### What to work on
Make a verbatim transcription of the records, without the pictures.

Stored data entries
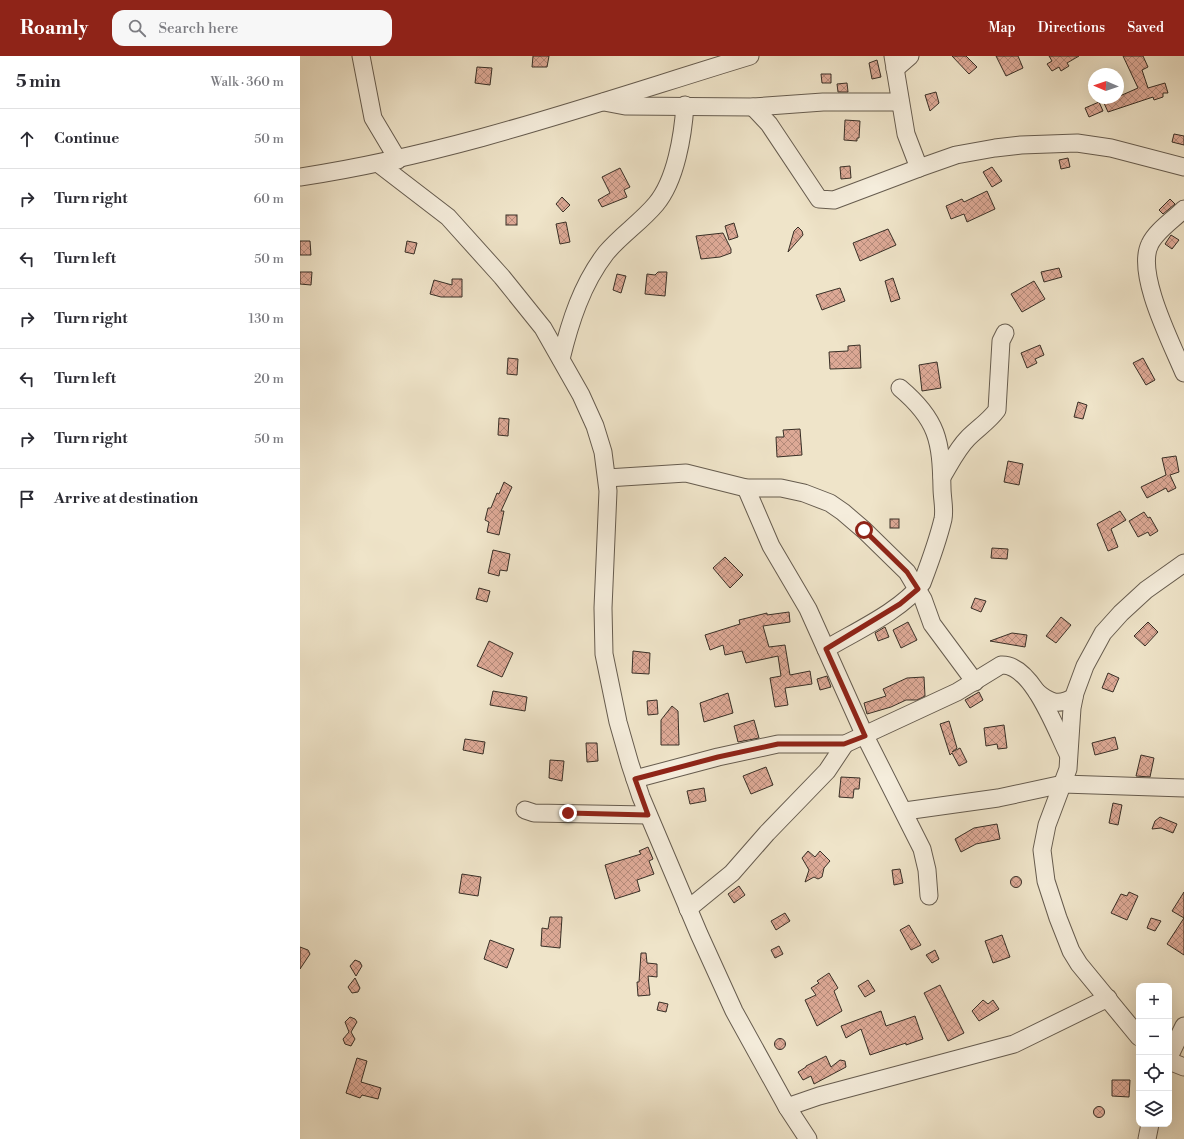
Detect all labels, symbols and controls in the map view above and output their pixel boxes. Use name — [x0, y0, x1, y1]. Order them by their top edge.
search box — [112, 10, 392, 46]
text: Roamly — [20, 16, 88, 40]
icon: search — [126, 17, 148, 39]
text: Search here — [158, 19, 238, 38]
text: Map — [988, 19, 1016, 37]
text: Directions — [1038, 19, 1105, 37]
text: Saved — [1127, 19, 1164, 37]
north arrow — [1088, 68, 1124, 104]
text: 5 min — [16, 71, 61, 93]
text: Walk · 360 m — [211, 74, 284, 90]
icon: ahead — [16, 128, 38, 150]
text: Continue — [54, 129, 119, 148]
text: 50 m — [254, 131, 284, 147]
icon: right — [16, 188, 38, 210]
text: Turn right — [54, 189, 128, 208]
text: 60 m — [253, 191, 284, 207]
icon: left — [16, 248, 38, 270]
text: Turn left — [54, 249, 116, 268]
text: 50 m — [254, 251, 284, 267]
icon: right — [16, 308, 38, 330]
text: Turn right — [54, 309, 128, 328]
text: 130 m — [249, 311, 284, 327]
icon: left — [16, 368, 38, 390]
text: Turn left — [54, 369, 116, 388]
text: 20 m — [254, 371, 284, 387]
icon: right — [16, 428, 38, 450]
text: Turn right — [54, 429, 128, 448]
text: 50 m — [254, 431, 284, 447]
icon: arrive — [16, 488, 38, 510]
text: Arrive at destination — [54, 489, 198, 508]
route start — [855, 521, 873, 539]
route end — [559, 804, 577, 822]
map controls — [1136, 983, 1172, 1127]
button: + — [1136, 983, 1172, 1019]
button: − — [1136, 1019, 1172, 1055]
button: locate — [1136, 1055, 1172, 1091]
button: layers — [1136, 1091, 1172, 1127]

### Answer to the exercise
Detect all labels, symbols and controls in the map view above and output their pixel boxes. Use name — [x0, y0, x1, y1]. Order them by their top edge.
search box — [112, 10, 392, 46]
text: Roamly — [20, 16, 88, 40]
icon: search — [126, 17, 148, 39]
text: Search here — [158, 19, 238, 38]
text: Map — [988, 19, 1016, 37]
text: Directions — [1038, 19, 1105, 37]
text: Saved — [1127, 19, 1164, 37]
north arrow — [1088, 68, 1124, 104]
text: 5 min — [16, 71, 61, 93]
text: Walk · 360 m — [211, 74, 284, 90]
icon: ahead — [16, 128, 38, 150]
text: Continue — [54, 129, 119, 148]
text: 50 m — [254, 131, 284, 147]
icon: right — [16, 188, 38, 210]
text: Turn right — [54, 189, 128, 208]
text: 60 m — [253, 191, 284, 207]
icon: left — [16, 248, 38, 270]
text: Turn left — [54, 249, 116, 268]
text: 50 m — [254, 251, 284, 267]
icon: right — [16, 308, 38, 330]
text: Turn right — [54, 309, 128, 328]
text: 130 m — [249, 311, 284, 327]
icon: left — [16, 368, 38, 390]
text: Turn left — [54, 369, 116, 388]
text: 20 m — [254, 371, 284, 387]
icon: right — [16, 428, 38, 450]
text: Turn right — [54, 429, 128, 448]
text: 50 m — [254, 431, 284, 447]
icon: arrive — [16, 488, 38, 510]
text: Arrive at destination — [54, 489, 198, 508]
route start — [855, 521, 873, 539]
route end — [559, 804, 577, 822]
map controls — [1136, 983, 1172, 1127]
button: + — [1136, 983, 1172, 1019]
button: − — [1136, 1019, 1172, 1055]
button: locate — [1136, 1055, 1172, 1091]
button: layers — [1136, 1091, 1172, 1127]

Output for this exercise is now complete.